The Americans with Disabilities Act (ADA) has some specific requirements for handicap ramps that are being used in renovated places or newly constructed facilities. In order to find the technical requirements, they are located under ADA Accessibly Guidelines, Chapter 4.

Overview of Handicap Ramp Requirements

When there are changes in the level that is greater than half an inch off the floor or surface, then these areas will need to be ramped. Ramps need to be located adjacent to or in close proximity of the same routes that the general public uses.

Slope, Width and Rise: The ramp must have a running slope that is sloped in the same direction someone travels of no more than 1:12. The slope perpendicular to the running slope can’t be more than 1:48. These portions are designed to match the physical abilities of most people, whether they are in wheelchairs or are ambulatory. A steeper slope is allowed in existing facilities if there is less space in order to have a more gradual slope. There must be a minimum width of 36 inches between handrails. The maximum allowable rise for a ramp length is 30 inches.

Landings: Landings are necessary at the top and bottom of ramps and must be as wide as the ramp, as well as level. There is a minimum length of 60 inches. It’s possible for the door maneuver clearance to overlap the ramp landing. If landings are located where they may be exposed to water and become wet, they have to be designed so water won’t accumulate on them.

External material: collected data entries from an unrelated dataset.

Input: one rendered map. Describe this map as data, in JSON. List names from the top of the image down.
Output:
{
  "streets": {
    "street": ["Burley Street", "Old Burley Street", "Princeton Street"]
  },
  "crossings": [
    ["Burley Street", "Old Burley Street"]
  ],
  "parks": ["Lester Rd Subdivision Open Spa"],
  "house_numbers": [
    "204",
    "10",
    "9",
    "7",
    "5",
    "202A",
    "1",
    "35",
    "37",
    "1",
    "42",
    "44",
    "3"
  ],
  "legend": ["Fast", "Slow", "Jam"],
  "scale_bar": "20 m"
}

Handrails: Handrails are needed on both sides of the ramp and can’t have a rise of more than six inches. There are a number of handrail requirements that must be complied with. Some of these requirements include the handrails having to be the same length as the ramp, be continuous between ramp runs, and extend at least 12 inches beyond the ramp at both the bottom and top landings when it is not continuous. There must also be a space of 1.5 inches between the handrail and wall. Handrails will need to be solidly fixed and extend into a wall, floor, or post, or be rounded when the handrails end.

Edge Protection: When applicable, edge protection is necessary for landings and ramp runs. Edge protection can be achieved by providing a surface of at lest 12 inches farther than the inside handrail face. This will limit a wheelchair from slipping off the landing or ramp.

Some states can have their own guidelines for ramp requirements, which may be more restrictive than federal law. California and Massachusetts have guidelines that require ramps for business to have a 48-inch minimum usage width.